_Stored items_
* * * * *
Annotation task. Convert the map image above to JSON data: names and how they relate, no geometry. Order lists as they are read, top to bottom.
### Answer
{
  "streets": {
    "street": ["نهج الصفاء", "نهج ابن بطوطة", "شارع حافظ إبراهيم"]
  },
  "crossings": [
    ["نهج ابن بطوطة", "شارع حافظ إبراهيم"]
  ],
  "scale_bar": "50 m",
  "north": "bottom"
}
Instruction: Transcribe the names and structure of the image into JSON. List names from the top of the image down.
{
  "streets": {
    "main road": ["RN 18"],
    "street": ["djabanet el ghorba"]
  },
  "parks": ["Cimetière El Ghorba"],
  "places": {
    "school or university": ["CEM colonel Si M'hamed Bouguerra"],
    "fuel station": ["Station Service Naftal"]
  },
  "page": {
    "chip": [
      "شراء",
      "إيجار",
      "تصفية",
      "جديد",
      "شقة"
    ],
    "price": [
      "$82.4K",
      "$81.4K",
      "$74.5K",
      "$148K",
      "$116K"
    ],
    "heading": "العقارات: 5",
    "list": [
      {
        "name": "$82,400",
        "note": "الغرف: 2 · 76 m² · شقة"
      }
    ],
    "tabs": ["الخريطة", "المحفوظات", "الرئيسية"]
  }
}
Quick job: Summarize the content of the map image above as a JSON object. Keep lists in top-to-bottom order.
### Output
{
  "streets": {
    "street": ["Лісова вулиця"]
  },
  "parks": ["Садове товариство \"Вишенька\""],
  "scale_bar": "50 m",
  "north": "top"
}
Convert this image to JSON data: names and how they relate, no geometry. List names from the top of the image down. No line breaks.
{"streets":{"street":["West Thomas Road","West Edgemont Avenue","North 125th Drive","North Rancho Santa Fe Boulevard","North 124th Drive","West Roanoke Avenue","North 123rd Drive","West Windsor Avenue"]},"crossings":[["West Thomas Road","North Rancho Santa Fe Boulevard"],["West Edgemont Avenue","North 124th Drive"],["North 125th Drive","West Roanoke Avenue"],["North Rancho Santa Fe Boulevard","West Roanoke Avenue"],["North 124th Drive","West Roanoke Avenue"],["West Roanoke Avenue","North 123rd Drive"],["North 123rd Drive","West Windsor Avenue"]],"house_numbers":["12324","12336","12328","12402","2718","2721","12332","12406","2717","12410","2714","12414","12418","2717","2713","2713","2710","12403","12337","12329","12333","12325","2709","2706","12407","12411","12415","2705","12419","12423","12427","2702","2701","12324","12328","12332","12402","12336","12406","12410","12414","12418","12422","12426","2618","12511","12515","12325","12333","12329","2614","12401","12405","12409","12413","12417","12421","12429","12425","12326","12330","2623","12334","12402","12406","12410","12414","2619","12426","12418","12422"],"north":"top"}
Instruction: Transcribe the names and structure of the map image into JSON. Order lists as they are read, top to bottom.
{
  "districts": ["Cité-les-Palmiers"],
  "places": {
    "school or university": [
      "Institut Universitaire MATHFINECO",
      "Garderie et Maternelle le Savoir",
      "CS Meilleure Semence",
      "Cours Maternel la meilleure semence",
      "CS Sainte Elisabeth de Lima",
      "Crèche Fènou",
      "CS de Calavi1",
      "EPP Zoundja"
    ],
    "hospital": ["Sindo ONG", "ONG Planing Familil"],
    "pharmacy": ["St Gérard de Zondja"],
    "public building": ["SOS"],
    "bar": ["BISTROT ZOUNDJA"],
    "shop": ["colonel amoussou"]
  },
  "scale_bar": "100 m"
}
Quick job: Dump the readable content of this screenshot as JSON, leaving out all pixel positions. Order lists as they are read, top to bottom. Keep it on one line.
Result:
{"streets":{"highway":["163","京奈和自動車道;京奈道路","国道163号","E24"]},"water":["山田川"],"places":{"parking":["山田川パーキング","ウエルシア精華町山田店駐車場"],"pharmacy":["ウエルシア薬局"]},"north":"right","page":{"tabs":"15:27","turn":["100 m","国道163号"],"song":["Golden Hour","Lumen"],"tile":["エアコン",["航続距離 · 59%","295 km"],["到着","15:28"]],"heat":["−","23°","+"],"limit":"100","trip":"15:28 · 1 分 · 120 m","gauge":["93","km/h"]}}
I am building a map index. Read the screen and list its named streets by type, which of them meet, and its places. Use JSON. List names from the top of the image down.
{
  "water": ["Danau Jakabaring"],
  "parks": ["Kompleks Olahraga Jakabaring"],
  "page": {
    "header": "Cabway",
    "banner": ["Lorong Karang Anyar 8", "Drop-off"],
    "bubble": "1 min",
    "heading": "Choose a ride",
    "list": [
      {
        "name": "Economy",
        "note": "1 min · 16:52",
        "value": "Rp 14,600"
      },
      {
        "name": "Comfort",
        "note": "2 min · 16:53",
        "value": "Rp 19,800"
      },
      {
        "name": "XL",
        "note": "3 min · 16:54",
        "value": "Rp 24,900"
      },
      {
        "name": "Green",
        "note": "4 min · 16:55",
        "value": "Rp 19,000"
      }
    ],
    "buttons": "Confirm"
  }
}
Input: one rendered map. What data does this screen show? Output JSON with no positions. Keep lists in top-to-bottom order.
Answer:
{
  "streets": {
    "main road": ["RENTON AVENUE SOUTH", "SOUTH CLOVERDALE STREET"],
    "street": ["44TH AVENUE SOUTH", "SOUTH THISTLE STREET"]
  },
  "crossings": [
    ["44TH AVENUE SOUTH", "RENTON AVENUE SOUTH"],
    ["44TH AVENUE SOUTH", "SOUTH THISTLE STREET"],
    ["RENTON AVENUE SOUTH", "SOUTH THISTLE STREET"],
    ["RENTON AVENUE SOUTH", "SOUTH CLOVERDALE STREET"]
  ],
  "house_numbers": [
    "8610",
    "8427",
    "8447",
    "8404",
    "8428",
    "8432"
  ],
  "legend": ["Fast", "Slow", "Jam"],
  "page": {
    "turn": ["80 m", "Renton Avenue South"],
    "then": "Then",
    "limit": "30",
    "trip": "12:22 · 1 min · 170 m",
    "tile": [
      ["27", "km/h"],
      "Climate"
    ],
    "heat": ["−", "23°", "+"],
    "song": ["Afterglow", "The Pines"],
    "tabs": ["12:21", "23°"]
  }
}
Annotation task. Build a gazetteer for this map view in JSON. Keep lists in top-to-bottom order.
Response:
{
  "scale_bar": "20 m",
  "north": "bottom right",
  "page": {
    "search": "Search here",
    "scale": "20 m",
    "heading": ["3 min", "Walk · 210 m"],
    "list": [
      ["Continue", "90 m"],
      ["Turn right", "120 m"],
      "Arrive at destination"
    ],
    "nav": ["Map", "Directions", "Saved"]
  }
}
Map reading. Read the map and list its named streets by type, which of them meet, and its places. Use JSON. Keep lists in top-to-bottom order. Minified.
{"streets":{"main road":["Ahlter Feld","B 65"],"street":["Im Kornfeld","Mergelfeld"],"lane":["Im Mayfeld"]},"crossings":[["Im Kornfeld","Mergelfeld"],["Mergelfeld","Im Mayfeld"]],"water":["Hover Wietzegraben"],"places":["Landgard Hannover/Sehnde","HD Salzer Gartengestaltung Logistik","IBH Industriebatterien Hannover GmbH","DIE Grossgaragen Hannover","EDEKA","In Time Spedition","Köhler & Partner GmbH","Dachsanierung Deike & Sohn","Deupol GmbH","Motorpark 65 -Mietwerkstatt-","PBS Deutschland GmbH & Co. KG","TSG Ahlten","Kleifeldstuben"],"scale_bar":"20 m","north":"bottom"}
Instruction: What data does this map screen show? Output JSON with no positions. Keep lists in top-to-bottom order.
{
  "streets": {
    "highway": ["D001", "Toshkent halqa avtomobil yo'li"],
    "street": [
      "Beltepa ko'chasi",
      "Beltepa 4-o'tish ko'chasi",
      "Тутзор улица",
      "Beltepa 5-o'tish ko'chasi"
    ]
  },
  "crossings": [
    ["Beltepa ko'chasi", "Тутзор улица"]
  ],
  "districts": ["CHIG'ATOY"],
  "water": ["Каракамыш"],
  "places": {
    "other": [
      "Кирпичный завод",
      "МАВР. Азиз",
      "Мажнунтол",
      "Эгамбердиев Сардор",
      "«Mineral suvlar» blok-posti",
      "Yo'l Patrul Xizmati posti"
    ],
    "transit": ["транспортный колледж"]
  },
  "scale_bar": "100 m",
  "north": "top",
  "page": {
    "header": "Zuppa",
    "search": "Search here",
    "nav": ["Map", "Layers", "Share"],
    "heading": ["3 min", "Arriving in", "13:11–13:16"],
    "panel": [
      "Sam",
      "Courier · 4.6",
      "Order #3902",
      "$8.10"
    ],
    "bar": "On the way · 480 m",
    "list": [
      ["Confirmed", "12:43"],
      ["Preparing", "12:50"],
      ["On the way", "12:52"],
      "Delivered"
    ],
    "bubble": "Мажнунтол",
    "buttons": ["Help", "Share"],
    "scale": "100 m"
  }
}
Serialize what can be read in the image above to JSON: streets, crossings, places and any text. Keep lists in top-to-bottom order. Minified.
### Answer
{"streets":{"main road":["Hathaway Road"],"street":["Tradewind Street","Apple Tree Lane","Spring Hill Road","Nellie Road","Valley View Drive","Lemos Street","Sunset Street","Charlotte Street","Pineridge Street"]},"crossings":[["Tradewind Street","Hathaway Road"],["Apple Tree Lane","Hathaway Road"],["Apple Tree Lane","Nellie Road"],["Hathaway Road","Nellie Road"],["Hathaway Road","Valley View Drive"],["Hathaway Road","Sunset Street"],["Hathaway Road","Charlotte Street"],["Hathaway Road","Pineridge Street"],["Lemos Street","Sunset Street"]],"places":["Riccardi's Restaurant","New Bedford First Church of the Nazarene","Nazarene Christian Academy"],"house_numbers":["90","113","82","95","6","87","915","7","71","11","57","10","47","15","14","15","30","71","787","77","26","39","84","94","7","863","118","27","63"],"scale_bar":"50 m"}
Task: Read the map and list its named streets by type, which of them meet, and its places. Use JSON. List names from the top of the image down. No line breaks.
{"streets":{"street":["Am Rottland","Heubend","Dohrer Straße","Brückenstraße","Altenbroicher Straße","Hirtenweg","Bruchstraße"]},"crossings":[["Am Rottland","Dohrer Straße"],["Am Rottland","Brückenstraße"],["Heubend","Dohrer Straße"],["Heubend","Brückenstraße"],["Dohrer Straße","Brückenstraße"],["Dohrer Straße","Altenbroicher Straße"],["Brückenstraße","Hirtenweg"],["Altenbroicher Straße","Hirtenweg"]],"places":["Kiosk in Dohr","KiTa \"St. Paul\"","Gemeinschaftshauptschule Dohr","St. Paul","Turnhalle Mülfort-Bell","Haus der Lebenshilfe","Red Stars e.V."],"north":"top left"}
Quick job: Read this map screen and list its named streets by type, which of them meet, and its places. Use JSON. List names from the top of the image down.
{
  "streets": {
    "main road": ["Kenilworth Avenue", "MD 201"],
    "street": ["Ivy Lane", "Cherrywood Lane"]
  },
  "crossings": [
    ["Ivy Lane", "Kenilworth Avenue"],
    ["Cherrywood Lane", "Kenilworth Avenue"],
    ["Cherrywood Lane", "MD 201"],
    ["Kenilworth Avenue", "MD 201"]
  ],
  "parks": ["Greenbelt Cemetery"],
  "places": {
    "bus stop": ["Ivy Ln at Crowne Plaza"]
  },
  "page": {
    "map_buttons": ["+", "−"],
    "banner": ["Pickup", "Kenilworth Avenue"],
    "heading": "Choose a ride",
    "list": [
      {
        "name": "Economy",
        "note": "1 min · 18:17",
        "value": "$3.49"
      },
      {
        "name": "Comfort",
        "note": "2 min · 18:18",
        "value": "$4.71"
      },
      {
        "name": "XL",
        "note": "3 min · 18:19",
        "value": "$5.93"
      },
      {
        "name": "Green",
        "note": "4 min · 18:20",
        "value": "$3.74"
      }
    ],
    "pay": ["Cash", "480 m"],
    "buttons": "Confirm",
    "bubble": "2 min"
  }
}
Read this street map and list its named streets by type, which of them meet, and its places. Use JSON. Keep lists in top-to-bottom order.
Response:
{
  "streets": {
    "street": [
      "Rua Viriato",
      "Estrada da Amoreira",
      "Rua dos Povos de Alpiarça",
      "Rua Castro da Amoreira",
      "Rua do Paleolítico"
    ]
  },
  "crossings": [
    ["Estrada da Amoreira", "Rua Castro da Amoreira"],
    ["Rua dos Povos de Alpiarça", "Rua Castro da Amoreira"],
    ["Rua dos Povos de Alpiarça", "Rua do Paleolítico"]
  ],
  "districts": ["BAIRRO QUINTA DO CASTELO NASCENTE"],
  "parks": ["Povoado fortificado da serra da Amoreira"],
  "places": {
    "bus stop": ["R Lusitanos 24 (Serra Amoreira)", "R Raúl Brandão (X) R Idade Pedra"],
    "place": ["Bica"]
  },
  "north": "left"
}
* * * * *
_What you should do_
For the word "Annotation", count the lines of the records that contain it and give only the number.

_Solution for this problem_
2